El ruido comenzó. Las paredes sonaban como si alguien las golpeara con ladrillos o sillas. Gritos desesperados y de pronto, portazos. Todas las luces del barrio se prendieron. La primera en salir fue la señora Betty, no podía perderse un nuevo chisme. La reja de la casa blanca se abrió. Un menudo jovencito de 16 años estaba corriendo desnudo seguido por su madre, su padre, su hermano mayor y sus hermanitas llorando en la puerta. Tenía los ojos desorbitados y gritaba como loco. Una de las vecinas estuvo a punto de llamar a la Policía por escándalo público. ¡Qué bruta!, le gritaron los vecinos, que impidieron que cometa una tontería (se habían olvidado que nadie en el pasaje tenía teléfono y que la vieja estaba en bata y con una masa verde que llamaba mascarilla en la cara). Pero el centro de atención era Koki que seguía corriendo completamente fuera de este mundo.

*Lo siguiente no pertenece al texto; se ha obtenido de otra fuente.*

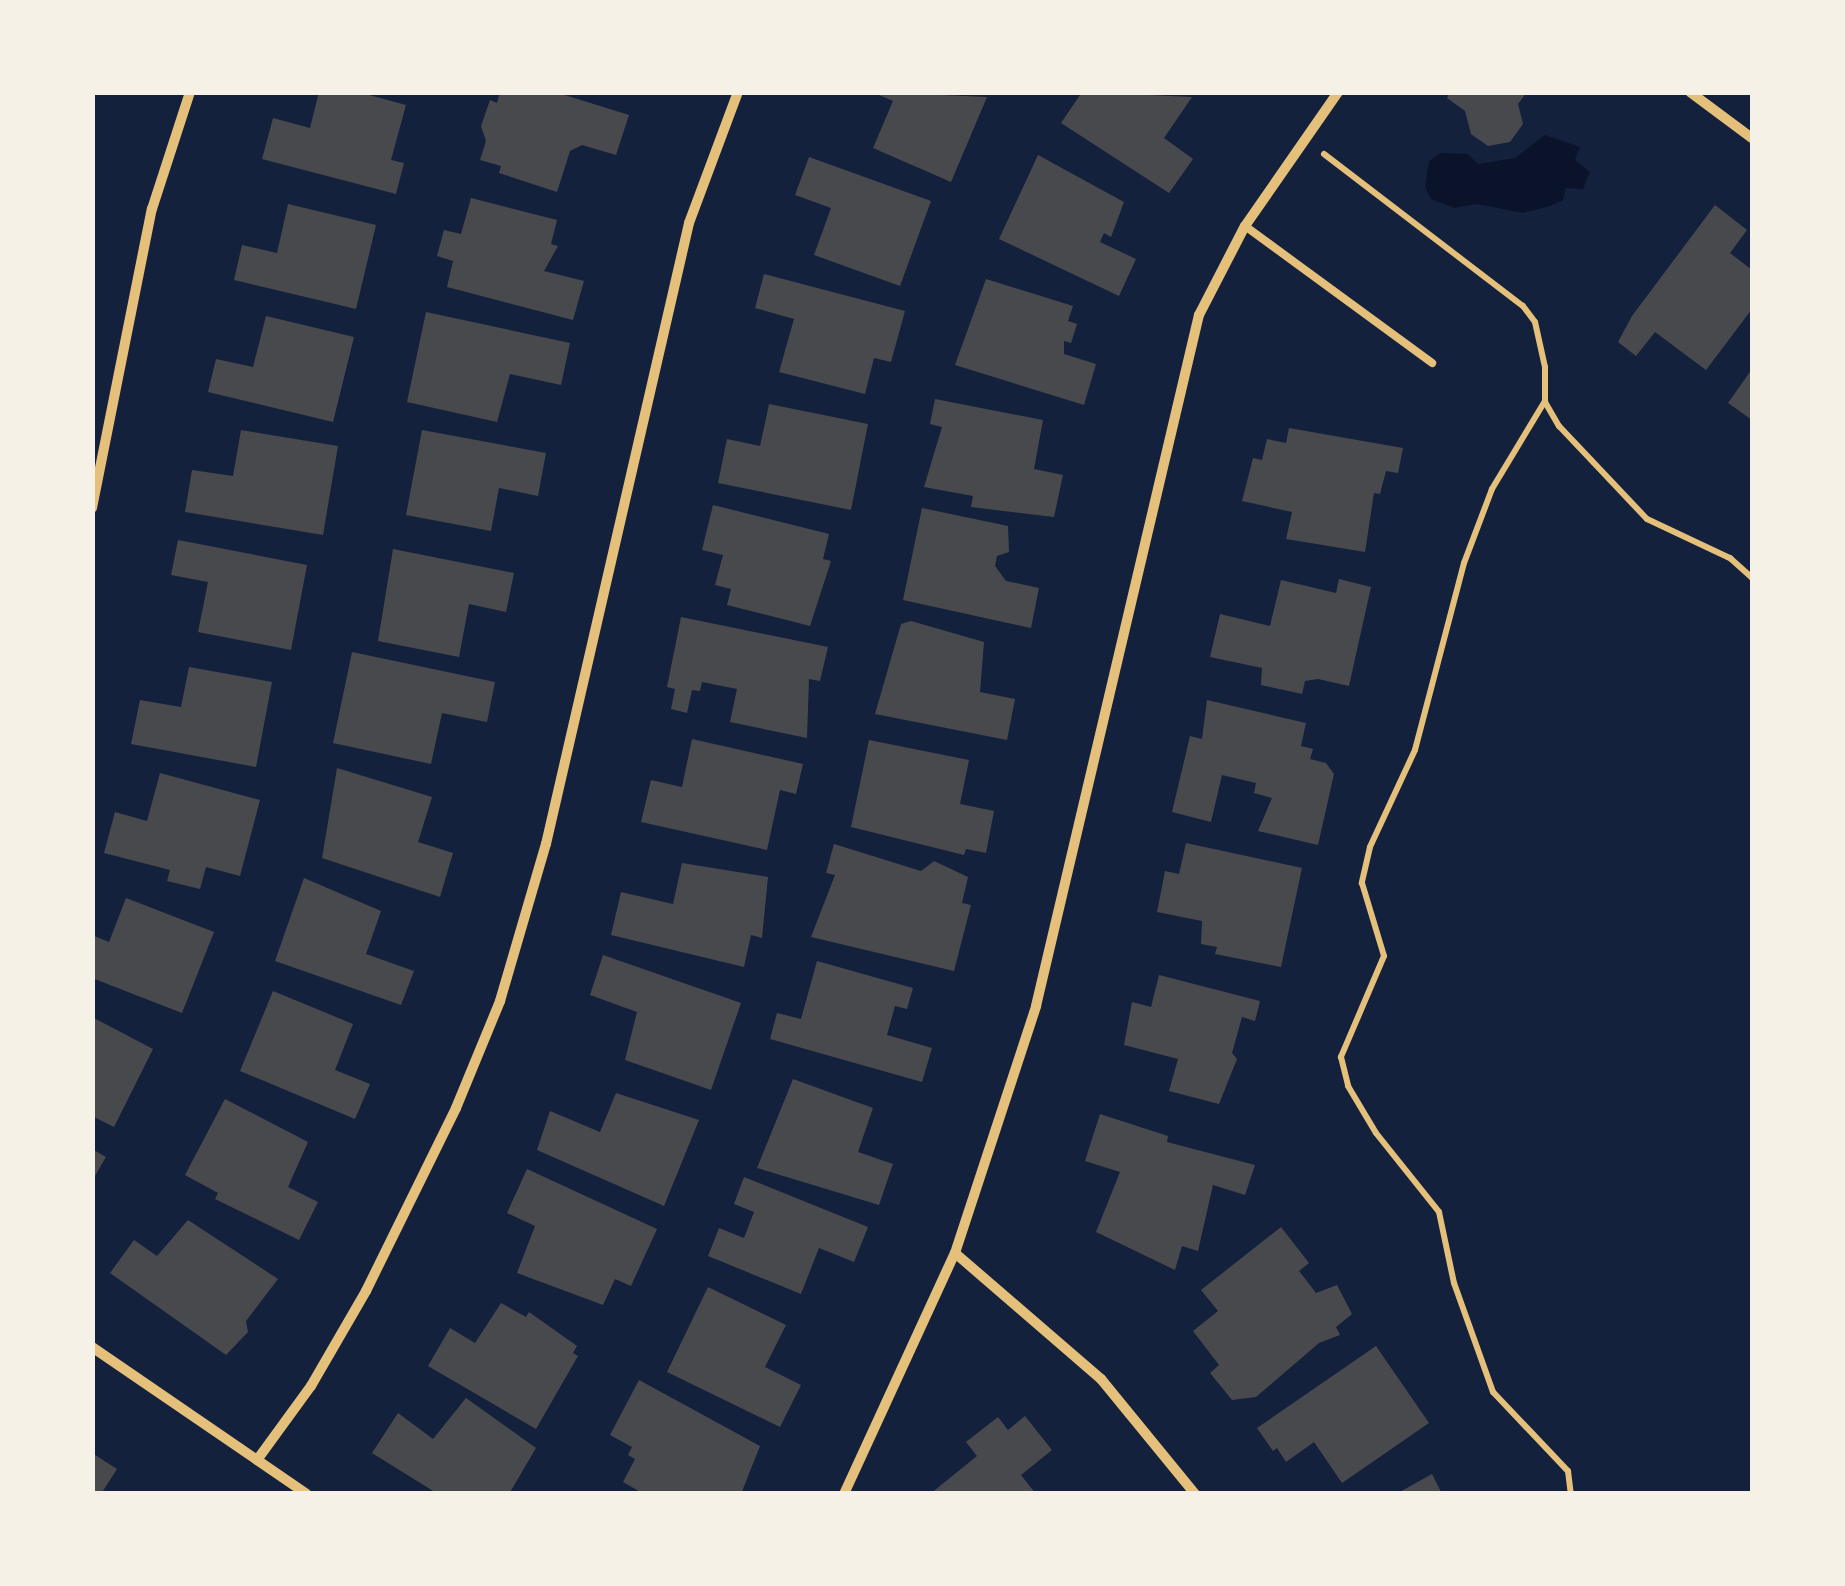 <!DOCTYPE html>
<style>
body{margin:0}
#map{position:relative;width:1845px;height:1586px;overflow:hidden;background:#14213d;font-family:"Zilla Slab",serif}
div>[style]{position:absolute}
.water>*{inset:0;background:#0b132b}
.building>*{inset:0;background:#48494c}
.path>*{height:6px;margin:-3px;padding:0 3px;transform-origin:3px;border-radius:3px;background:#e5c07b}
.service>*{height:8px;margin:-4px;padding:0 4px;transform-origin:4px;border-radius:4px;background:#e5c07b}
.minor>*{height:10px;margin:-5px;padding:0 5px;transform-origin:5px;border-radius:5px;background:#e5c07b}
span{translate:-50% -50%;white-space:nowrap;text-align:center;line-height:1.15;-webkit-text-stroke:10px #f6f1e7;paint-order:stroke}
.frame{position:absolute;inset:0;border:95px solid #f6f1e7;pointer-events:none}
</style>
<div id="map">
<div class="water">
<div style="clip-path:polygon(1545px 135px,1580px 147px,1575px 160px,1590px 172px,1583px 189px,1566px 188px,1563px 200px,1550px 206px,1523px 213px,1477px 204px,1454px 208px,1431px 199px,1425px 187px,1429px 161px,1441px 153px,1468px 154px,1478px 164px,1515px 158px)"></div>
</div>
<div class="building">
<div style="clip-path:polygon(319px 92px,358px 92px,406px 105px,391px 160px,404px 163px,396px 194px,262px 159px,273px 118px,310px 128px)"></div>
<div style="clip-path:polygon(500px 92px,555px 92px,629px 115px,616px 155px,582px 145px,570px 151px,557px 192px,499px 173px,501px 166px,480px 160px,486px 141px,481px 126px,490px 100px,497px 103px)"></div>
<div style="clip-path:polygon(872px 92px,987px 97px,951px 182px,873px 148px,893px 101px)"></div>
<div style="clip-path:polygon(1082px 92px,1192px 97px,1164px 138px,1193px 159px,1169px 193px,1061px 123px)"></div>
<div style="clip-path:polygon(1450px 92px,1527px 92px,1518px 104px,1523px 124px,1510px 142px,1488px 146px,1471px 134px,1465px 111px,1447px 98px)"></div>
<div style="clip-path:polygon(1038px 155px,1124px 202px,1111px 237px,1104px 233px,1100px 242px,1136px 259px,1119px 296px,999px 239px)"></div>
<div style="clip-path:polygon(809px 157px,931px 201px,900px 286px,814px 255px,831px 208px,795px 195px)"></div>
<div style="clip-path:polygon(471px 198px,557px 220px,551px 244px,558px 246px,544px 271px,584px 281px,573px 320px,447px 287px,453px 261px,437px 256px,444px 230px,461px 234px)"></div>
<div style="clip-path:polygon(288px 204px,376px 225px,356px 309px,234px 280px,242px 245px,277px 253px)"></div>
<div style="clip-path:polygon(1715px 205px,1747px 230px,1730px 253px,1752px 270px,1752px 309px,1706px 370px,1655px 332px,1636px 356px,1618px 342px,1632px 316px)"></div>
<div style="clip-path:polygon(764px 274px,905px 311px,891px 362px,874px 358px,865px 394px,779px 372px,794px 319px,755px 308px)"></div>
<div style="clip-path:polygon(986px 279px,1073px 306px,1068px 321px,1077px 324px,1071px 343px,1064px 341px,1064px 354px,1096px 364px,1084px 405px,955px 365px)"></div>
<div style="clip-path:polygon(426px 312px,570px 343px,561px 385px,510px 374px,497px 422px,407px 402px)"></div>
<div style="clip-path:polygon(266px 316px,354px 337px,333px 422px,208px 392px,216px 359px,253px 367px)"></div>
<div style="clip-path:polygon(1752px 369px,1752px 420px,1728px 403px)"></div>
<div style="clip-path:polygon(935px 399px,1043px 420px,1034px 469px,1063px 475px,1054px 517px,971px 507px,973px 496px,924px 487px,942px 427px,930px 424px)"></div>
<div style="clip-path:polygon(769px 404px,868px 424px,851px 510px,718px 483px,727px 439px,760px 446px)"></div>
<div style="clip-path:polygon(1289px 428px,1403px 448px,1398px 473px,1386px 471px,1380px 494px,1374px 493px,1365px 552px,1286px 539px,1292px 512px,1242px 501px,1253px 458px,1262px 460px,1267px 439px,1286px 443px)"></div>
<div style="clip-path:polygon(241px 430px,338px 446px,323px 535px,185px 512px,192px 470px,233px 476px)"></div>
<div style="clip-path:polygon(422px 430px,546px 453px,538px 496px,499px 488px,491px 531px,406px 515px)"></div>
<div style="clip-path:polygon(713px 505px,829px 534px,823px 559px,831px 561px,810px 626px,727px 605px,731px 589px,715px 585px,723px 555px,702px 550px)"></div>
<div style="clip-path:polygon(922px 508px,1008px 526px,1009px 552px,997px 556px,995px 566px,1006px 581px,1039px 588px,1031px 628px,903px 600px)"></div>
<div style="clip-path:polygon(178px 540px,307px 565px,291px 650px,198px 632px,208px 582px,171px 575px)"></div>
<div style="clip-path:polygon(393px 549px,514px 573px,506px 612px,469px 604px,459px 657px,378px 641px)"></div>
<div style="clip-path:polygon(1339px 579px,1371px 587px,1349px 686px,1318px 679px,1305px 681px,1302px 694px,1261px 685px,1262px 668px,1210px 657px,1220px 614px,1270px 626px,1281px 580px,1336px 593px)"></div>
<div style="clip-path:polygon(681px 617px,828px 647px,820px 681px,809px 679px,807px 738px,730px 722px,737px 689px,702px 682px,700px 691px,692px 690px,687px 713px,671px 709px,675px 689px,667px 687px)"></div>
<div style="clip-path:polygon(911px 621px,984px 642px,980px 692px,1015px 699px,1007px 740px,875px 714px,901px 624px)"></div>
<div style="clip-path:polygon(352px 652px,495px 682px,487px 722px,442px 713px,431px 764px,333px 743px)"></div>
<div style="clip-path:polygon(189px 667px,272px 682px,256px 767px,131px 744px,140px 700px,181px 707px)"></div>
<div style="clip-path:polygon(1207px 700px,1306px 723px,1301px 746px,1313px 749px,1310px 759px,1326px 763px,1334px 774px,1318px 845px,1258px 831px,1272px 798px,1254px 793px,1256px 783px,1222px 775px,1211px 822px,1172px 812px,1190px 736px,1202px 739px)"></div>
<div style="clip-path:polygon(692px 739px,803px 764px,796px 794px,780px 790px,767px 850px,641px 822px,651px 780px,682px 787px)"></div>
<div style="clip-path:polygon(869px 740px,969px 760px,960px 804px,994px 811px,986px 853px,966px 849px,964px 855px,851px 827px)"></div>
<div style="clip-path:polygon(337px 768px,432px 797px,418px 842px,453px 853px,440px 897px,322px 858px)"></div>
<div style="clip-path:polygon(160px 773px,260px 800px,240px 876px,206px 867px,200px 889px,167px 881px,170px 870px,104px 853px,115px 812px,147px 821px)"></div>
<div style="clip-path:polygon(1186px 843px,1302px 868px,1281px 967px,1215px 954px,1217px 947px,1201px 944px,1202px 921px,1157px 912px,1165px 871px,1179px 874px)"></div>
<div style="clip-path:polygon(834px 844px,921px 871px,934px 861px,968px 877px,962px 903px,971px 905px,954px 971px,811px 937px,835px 875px,826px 873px)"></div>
<div style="clip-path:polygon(682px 863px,768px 877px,762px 938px,751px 935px,744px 967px,611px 935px,621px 892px,673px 904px)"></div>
<div style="clip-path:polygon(304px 878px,381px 911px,366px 954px,414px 971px,401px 1005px,275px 961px)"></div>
<div style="clip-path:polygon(126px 898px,214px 932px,182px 1013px,92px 978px,92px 935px,109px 942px)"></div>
<div style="clip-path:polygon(603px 955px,741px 1003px,711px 1090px,625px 1060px,637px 1012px,590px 995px)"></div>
<div style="clip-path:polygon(817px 961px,913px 988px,907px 1009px,895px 1006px,887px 1035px,932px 1048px,922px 1082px,770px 1039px,777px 1013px,801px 1019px)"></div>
<div style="clip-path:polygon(1159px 975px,1260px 1001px,1255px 1021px,1242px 1017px,1232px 1053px,1237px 1059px,1219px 1104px,1169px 1091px,1178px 1059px,1124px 1045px,1132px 1002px,1151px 1007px)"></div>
<div style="clip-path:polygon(273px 991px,353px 1024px,335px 1070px,370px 1084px,355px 1119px,240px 1071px)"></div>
<div style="clip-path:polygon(92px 1017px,153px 1049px,114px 1127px,92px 1116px)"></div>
<div style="clip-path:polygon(793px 1079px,873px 1108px,858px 1152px,893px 1164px,879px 1205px,757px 1168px)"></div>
<div style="clip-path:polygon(616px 1093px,699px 1120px,664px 1206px,537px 1150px,550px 1111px,600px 1132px)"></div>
<div style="clip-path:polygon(225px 1099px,308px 1142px,288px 1187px,318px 1202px,299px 1240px,215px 1199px,218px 1193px,185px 1175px)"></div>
<div style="clip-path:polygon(1100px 1114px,1168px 1136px,1167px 1142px,1255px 1165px,1245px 1195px,1213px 1185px,1198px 1251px,1182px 1246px,1175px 1270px,1096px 1232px,1120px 1172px,1085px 1161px)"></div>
<div style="clip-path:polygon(92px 1149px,106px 1157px,92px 1181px)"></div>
<div style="clip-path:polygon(527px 1169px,657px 1229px,631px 1286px,615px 1279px,603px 1305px,517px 1273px,535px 1226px,507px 1213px)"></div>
<div style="clip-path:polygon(744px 1177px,868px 1227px,854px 1262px,819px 1248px,801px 1294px,708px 1256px,719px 1228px,744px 1238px,754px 1212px,734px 1204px)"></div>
<div style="clip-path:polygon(188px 1220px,278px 1279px,246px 1321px,248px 1332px,226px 1355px,110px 1273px,134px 1240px,157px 1256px)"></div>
<div style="clip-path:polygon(1281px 1227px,1309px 1263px,1299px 1271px,1316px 1293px,1337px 1285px,1352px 1314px,1336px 1327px,1340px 1335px,1319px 1343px,1256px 1397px,1232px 1400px,1210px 1373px,1219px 1365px,1193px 1331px,1218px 1311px,1201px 1290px)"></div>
<div style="clip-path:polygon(708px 1287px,786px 1325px,765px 1367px,801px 1385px,780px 1427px,667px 1372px)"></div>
<div style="clip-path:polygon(501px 1303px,526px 1317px,529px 1312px,577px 1346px,573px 1353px,578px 1356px,536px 1429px,428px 1366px,450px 1328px,475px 1343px)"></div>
<div style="clip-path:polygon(1376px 1346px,1429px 1423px,1342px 1483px,1314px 1442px,1286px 1462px,1277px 1448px,1273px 1451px,1257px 1428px)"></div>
<div style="clip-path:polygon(639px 1380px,760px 1446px,741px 1494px,644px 1494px,623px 1482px,635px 1459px,628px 1455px,632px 1447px,610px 1435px)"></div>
<div style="clip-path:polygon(466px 1398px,536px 1448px,509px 1494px,438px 1494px,372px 1453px,398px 1413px,433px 1439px)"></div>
<div style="clip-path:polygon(1025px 1416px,1052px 1450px,1021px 1475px,1036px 1494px,930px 1494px,977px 1456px,966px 1442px,998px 1417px,1008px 1430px)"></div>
<div style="clip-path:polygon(92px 1453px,117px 1469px,101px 1494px,92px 1494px)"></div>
<div style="clip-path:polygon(1432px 1474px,1442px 1494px,1396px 1494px)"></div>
</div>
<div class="path">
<div style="left:1324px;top:154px;width:250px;rotate:37.4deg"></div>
<div style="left:1523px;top:306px;width:20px;rotate:53deg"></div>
<div style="left:1535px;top:322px;width:46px;rotate:77.5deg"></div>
<div style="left:1545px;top:367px;width:34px;rotate:90deg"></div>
<div style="left:1545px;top:401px;width:103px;rotate:121.1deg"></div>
<div style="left:1492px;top:489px;width:79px;rotate:110.7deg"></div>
<div style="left:1464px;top:563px;width:193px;rotate:104.7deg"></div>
<div style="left:1415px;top:750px;width:107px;rotate:114.9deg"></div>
<div style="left:1370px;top:847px;width:37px;rotate:103deg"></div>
<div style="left:1362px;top:883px;width:76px;rotate:73.2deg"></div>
<div style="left:1384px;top:956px;width:110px;rotate:113.1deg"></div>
<div style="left:1341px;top:1057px;width:30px;rotate:76deg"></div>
<div style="left:1348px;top:1086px;width:55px;rotate:59.2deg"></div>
<div style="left:1376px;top:1133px;width:101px;rotate:51.4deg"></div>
<div style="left:1439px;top:1212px;width:73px;rotate:78.1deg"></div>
<div style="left:1454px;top:1283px;width:116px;rotate:70.3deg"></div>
<div style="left:1493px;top:1392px;width:109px;rotate:46.5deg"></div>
<div style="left:1568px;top:1471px;width:23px;rotate:83deg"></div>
<div style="left:1545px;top:402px;width:28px;rotate:60deg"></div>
<div style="left:1559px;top:426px;width:128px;rotate:46.6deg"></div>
<div style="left:1647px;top:519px;width:92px;rotate:25.2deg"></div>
<div style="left:1730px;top:558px;width:30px;rotate:42deg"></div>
</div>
<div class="service">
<div style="left:1245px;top:226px;width:232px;rotate:36.2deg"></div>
</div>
<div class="minor">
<div style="left:1690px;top:92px;width:77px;rotate:36.6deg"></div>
<div style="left:92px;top:508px;width:305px;rotate:-78.7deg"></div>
<div style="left:152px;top:209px;width:123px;rotate:-72deg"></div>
<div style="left:955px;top:1253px;width:193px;rotate:40.8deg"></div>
<div style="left:1101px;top:1379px;width:149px;rotate:50.7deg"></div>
<div style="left:92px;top:1347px;width:260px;rotate:34.4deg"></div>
<div style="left:257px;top:1460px;width:92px;rotate:-53.9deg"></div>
<div style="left:311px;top:1386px;width:110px;rotate:-59.9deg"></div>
<div style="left:366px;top:1291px;width:204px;rotate:-63.8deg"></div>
<div style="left:456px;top:1108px;width:116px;rotate:-67.6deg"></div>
<div style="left:500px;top:1001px;width:164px;rotate:-73.7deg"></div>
<div style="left:546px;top:844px;width:637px;rotate:-77.03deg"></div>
<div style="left:689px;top:223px;width:140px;rotate:-69.5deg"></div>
<div style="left:844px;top:1494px;width:265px;rotate:-65.3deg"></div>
<div style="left:955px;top:1253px;width:260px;rotate:-71.8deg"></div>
<div style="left:1036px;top:1006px;width:710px;rotate:-76.73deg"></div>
<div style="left:1199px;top:315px;width:100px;rotate:-62.7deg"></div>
<div style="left:1245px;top:226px;width:163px;rotate:-55.2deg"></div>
</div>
<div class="frame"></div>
</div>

Tuvieron que pasar varios días para que la señora Betty se enterara de algo nuevo sobre Koki. No lo encerraron en el manicomio, pero sí le recetaron no estudiar. Cualquiera se sentiría feliz si le recetaran algo así, pero Koki no. Estaba trastornado, loco, fuera de sí. Parecía que sus neuronas se habían ido de vacaciones, se iban a tomar un buen descanso. La dieta del doctor fue muy estricta: mucha tele, paseos en bici, un partidito de fútbol cada fin de semana y otras tantas cosas más para que no piense sólo en libros. Hasta le recetaron tener una chica que lo distraiga, que ahora es nada más y nada menos que su esposa y que la tuvo que conocer por obligación del doctor.

El chico se curó, sí se curó, pero ya no fue nada como antes. Seguía siendo el chico de la parroquia, pero ya no el educadito del barrio. Estudió una carrera y se casó y se fue, y pocos se acordaron de Koki, el loco que salió corriendo calato una noche de octubre de hace un montón de años ni de la vieja marciana que quería llamar a la Policía por telepatía.